An economist with the Institute of Fiscal Studies has questioned Ghana’s new gross domestic product figures put out by the government, describing it as inaccurate.
At the presentation of a supplementary budget to parliament on July 25, government announced a decline in the country’s GDP ratio from 72 per cent to 63 per cent, which it said has also resulted in a decline in Ghana’s debt.
But a research fellow at the Institute, Leslie Mensah, who explained the dynamics in debt management to 3FM 92.7, rejected the figures by the government, saying ” we think that is inaccurate.”
“The reason for the fall in the debt to GDP ratio between December 2015 and May 2016 is that we are using a nominal GDP to work out the ratio. Every year, from January, we see the debt to GDP ratio fall because we change the base number that is used to work the GDP and that causes the change and not that some good factors have caused the change,” he explained.
Mr Mensah noted that the trend of weak economic growth, high inflation, high interest rates and debt unsustainability has not been reversed, adding that Ghana’s debt vulnerability could worsen as the government contemplates more external borrowing at an expensive cost.
He said that the cost of debt servicing is so significant.
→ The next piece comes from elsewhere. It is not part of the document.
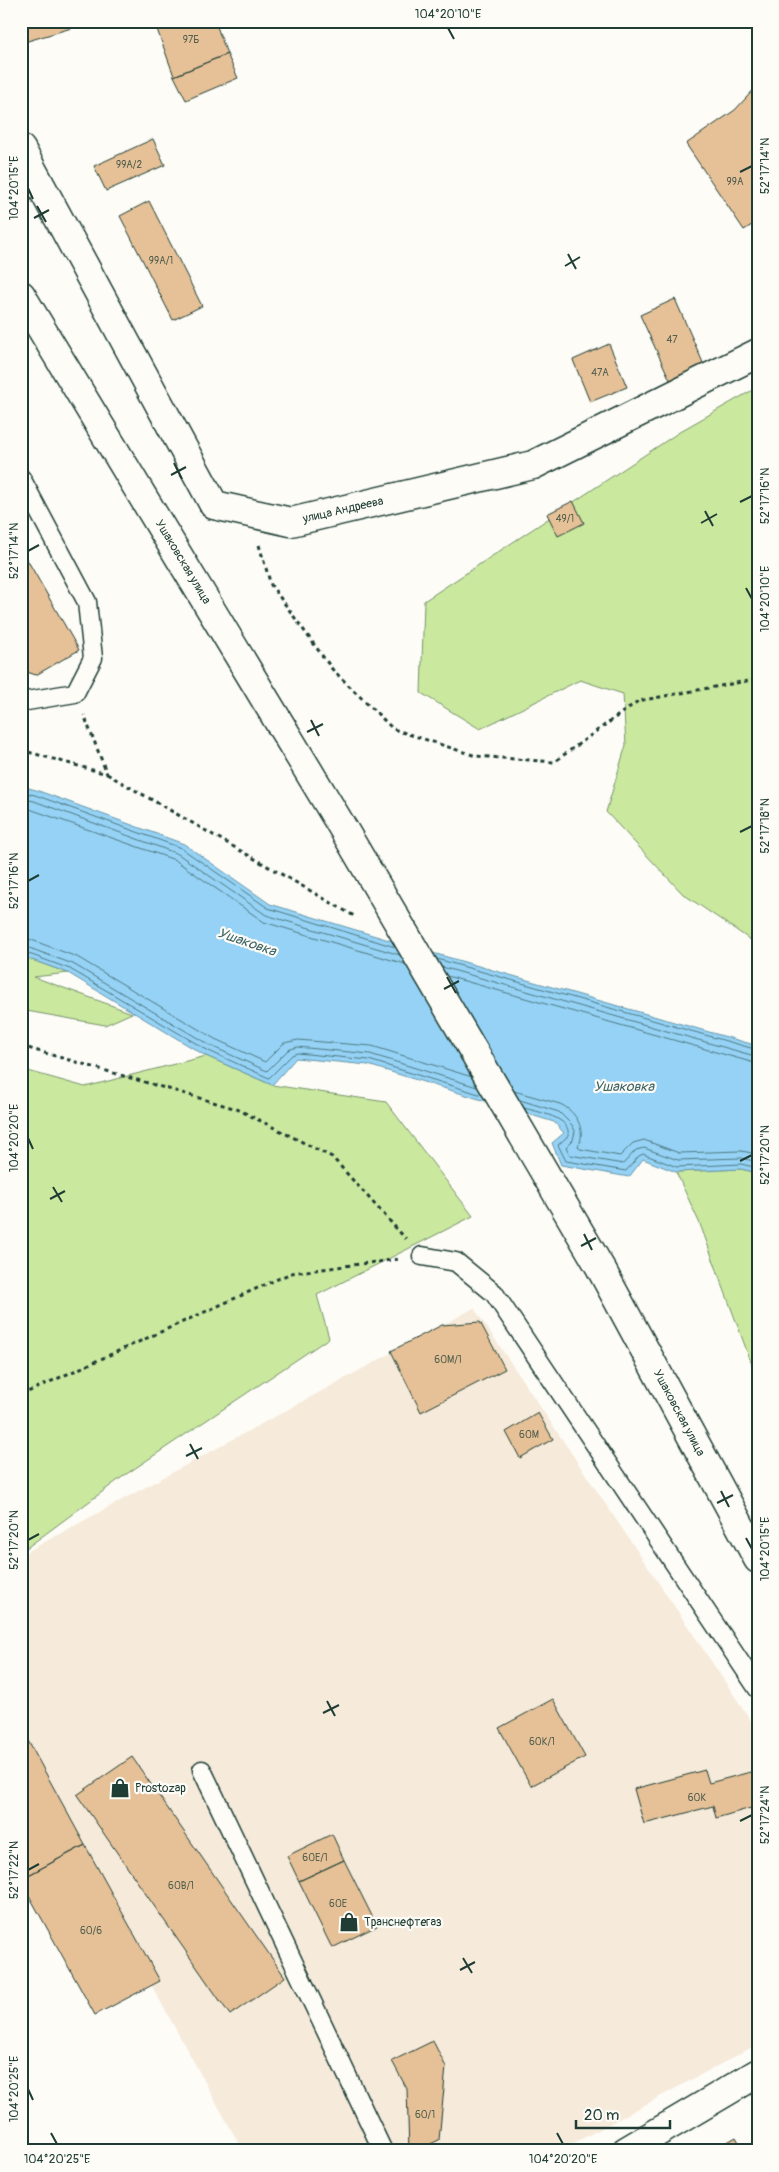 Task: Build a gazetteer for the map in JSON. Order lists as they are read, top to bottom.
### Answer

He added: “This year, expect that we will spend 64 per cent more money to retard debts, than for capital projects, so that’s another dimension of the debt problem,” he explained further.
“There hasn’t been any improvement to celebrate,” Mr Mensah advised the government
He raised concern about the cost of debt service which he said “has jumped rapidly from representing just 10 per cent to more than a quarter of government debt”.